If we’re thinking of a reading or a todo list, a human would rarely work through it in order, but would keep an eye out for high priority items (a counter-example for me is RSS: I often do churn through my feeds in order).

Nonetheless, I found it a useful lens to think with. Particularly the following quote:

One of the fundamental principles of buffers [...] is that they only work correctly when they are routinely zeroed out.

I’ve gone a long time without zeroing-out my reading list. Search costs (covered later) for valuable reading are definitely getting high. There is also a mental toll from awareness of its infinitude.

Computational Kindness

Computational kindness is not an algorithm, but the conclusion the authors draw. The idea is to bear in mind the implicit computational work are actions place on others. By being concrete and proposing specific actions or times, we can allow someone to only check rather than search. If we have the information to hand, if the interlocutor is doing us a favour or if they have higher relative demands on their computational resources, this is a good thing to consider.

I already offer preferences even when they’re weak and suggest times and dates for meetings, roughly for computational considerations. I have not yet thought of further ways to take this advice into account. Suggestions are welcome. The rest of this section is a concrete expansion of the reasoning behind computational kindness.

Imagine you and a friend are big film buffs, and want to go to the cinema together.

You could suggest a time, or just ask “when’s good for you?” If you suggest a time, and it doesn’t suit the person, they might feel awkward asking to meet at a different time. So maybe it’s best to let them offer.

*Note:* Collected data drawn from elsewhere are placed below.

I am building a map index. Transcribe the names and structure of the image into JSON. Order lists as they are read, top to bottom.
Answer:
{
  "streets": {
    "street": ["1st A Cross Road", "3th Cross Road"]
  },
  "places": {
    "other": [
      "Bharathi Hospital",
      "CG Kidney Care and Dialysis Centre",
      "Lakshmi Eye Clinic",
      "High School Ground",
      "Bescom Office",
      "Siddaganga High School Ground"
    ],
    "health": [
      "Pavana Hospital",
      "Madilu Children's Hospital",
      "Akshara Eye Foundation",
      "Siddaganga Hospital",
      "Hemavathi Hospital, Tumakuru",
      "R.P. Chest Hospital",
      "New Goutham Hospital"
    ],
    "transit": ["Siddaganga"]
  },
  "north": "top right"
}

But! That person then needs to search through their schedule for a good time, which can take quite a bit of work.

So maybe it’s kinder to suggest the time. Or, you could suggest a time and also communicate some constraints if the time doesn’t work. As in, “How about Tuesday? Or if you can’t do that, I’m flexible. I just can’t do the weekend and the week after next is less good.”

Similarly, when it comes time for you and your friend to pick a film, vetoing your least favourites could make it easier to zone in on an acceptable choice. Or, when writing a lengthy post, you could indicate at the beginning where to find things that might be of interest to the reader (obviously I’ve not done this perfectly, but I hope the intention is well-taken).

Sorting & searching

One thing I got from these chapters was thinking about why we sort. We normally sort stuff so that we can find stuff in it later! If your pile of papers is well-sorted, you can do a binary search on it and find stuff quickly. If you have to search through something unsorted, you might have to go through every item. If you expect to search through a large number of items a small amount of times, then you may not be much better off having sorted than just searching through it.

Also, the fact that the time it takes to sort stuff by comparison goes superlinearly with the number of items is an important insight! If it had been new to me, it would have been quite valuable (though probably still not enough to move this section up)

There are two problems with leaving more things unsorted:

  1. You might not have a good intuition about which things you look through often and which rarely. So you might be leaving a lot of efficiency uncaptured.

  2. When you pay the time costs matter. I imagine I’m not alone in the face-reddening experience of scrabbling through pages of notebooks and folders full of loose-leaf documents in meetings while everyone looks on. In some situations, spending more time in total sorting and searching is a good choice. There might not be much better to do while sorting and there might be large advantages to being able to find the relevant material quickly.

Sorting & searching are perhaps the most archetypical algorithmic activities, and these chapters did a fairly good job of expressing how much approaches could differ in efficiency. The classic comparison between bubble sort and merge sort really pumps up your intuition that there could be hacks to be found! Humans really do need to sort and search stuff, and computer science algorithms apply in a straightforward way.

For completeness, I will give some concrete sorting algorithm suggestions. But first, if you really have a lot of stuff to sort, remember to check the value of your time. It may well be better to pay someone to do this for you.

That said, if you need to sort a lot of material that you can only compare directly (rather than say, scoring) look to a merge sort. If you can compare it (by score, or its alphabetised), it may be better to use a radix sort.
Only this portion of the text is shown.